WORK INSTRUCTION
From the records below, please return each line that holds the word "sign".

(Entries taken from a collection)
★ ★ ★ ★ ★

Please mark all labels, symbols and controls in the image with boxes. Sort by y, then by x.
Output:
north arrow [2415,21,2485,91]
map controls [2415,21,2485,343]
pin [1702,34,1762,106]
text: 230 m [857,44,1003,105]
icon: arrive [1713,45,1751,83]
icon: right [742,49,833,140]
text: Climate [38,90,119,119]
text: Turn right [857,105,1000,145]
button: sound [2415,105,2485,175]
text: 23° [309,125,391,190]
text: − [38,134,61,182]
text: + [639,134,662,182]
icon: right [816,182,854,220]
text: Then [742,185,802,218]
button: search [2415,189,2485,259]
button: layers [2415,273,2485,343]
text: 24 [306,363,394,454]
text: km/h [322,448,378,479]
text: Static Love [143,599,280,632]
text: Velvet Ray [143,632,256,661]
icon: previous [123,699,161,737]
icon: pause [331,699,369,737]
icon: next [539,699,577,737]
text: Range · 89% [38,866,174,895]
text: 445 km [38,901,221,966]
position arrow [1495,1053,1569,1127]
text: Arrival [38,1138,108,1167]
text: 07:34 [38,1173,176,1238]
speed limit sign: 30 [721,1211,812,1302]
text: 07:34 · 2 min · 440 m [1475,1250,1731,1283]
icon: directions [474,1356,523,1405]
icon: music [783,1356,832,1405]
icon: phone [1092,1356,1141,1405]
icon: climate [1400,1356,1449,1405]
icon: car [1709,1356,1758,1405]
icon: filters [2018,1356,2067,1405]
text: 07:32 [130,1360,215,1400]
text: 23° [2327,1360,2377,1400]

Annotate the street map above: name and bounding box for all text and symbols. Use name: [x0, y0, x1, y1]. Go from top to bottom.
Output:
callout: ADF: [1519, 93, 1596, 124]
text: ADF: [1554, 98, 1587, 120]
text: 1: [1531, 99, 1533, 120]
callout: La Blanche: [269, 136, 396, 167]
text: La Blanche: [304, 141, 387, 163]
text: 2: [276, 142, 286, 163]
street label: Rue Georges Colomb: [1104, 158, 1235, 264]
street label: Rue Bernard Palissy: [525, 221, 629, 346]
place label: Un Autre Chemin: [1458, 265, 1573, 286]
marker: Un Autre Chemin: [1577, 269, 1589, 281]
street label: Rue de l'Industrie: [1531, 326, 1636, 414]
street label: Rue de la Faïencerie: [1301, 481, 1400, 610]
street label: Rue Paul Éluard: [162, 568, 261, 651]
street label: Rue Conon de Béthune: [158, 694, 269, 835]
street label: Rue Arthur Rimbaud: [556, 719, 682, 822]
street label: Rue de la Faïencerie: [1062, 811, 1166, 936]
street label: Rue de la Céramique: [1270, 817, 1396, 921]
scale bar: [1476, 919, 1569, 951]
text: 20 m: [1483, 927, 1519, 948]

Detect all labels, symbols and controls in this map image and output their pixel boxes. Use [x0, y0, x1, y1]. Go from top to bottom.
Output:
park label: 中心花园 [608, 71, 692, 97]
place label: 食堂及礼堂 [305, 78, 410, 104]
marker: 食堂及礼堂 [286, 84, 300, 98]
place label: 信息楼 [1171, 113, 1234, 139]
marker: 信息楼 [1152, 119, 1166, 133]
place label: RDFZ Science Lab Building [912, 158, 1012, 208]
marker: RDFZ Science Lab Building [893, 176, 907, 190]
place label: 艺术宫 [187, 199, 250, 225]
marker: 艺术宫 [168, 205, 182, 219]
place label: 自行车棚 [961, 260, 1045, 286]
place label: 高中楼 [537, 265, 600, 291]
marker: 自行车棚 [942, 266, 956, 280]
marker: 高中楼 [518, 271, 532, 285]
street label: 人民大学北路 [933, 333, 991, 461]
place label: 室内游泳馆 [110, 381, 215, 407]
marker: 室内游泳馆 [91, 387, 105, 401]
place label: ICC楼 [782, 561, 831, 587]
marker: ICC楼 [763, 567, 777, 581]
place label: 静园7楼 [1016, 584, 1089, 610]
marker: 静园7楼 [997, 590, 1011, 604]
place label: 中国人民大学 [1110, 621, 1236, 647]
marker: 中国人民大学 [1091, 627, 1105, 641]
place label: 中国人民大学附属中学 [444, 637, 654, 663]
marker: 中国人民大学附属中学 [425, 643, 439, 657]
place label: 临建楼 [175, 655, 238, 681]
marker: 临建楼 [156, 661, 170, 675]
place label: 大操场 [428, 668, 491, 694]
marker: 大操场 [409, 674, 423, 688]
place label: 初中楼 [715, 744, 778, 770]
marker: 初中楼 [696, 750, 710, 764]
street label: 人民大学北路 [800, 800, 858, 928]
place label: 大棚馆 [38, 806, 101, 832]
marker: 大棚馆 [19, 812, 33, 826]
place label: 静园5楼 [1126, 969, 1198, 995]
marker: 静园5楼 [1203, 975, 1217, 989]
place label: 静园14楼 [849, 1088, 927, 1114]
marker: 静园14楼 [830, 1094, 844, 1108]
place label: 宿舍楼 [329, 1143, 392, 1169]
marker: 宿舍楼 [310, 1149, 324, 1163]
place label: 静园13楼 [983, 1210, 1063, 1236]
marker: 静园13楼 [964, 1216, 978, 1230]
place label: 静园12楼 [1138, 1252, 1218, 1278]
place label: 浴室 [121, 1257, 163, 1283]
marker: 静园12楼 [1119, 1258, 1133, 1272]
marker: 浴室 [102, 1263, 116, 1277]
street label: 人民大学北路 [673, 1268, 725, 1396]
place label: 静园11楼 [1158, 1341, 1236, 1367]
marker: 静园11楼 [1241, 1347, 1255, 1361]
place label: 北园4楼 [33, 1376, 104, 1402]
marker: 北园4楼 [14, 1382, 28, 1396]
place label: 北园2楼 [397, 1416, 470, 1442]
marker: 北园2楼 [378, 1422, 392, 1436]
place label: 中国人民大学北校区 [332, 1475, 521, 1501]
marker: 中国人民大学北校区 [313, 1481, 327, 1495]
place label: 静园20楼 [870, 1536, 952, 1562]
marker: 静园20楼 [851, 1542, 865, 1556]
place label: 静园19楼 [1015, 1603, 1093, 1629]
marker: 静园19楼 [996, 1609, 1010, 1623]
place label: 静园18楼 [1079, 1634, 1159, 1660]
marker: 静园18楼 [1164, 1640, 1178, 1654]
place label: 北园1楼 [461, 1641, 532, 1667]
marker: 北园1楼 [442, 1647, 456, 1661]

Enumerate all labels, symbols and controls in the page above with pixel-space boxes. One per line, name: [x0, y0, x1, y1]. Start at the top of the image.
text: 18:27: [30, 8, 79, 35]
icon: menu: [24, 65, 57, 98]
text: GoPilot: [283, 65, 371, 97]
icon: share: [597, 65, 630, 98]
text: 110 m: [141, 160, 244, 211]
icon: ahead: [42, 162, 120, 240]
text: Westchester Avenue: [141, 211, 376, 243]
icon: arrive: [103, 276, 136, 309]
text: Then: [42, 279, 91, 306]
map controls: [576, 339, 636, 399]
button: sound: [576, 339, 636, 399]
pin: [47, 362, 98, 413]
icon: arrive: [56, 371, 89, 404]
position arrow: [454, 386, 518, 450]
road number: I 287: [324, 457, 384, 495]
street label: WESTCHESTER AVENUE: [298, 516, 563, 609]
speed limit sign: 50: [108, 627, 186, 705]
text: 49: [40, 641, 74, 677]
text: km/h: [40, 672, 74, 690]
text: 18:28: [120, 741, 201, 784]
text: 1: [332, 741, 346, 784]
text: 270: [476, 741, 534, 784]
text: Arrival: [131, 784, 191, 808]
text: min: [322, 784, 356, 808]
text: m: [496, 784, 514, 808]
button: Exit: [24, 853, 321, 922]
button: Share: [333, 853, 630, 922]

★ ★ ★ ★ ★

TASK RESPONSE
speed limit sign: 30 [721,1211,812,1302]
speed limit sign: 50: [108, 627, 186, 705]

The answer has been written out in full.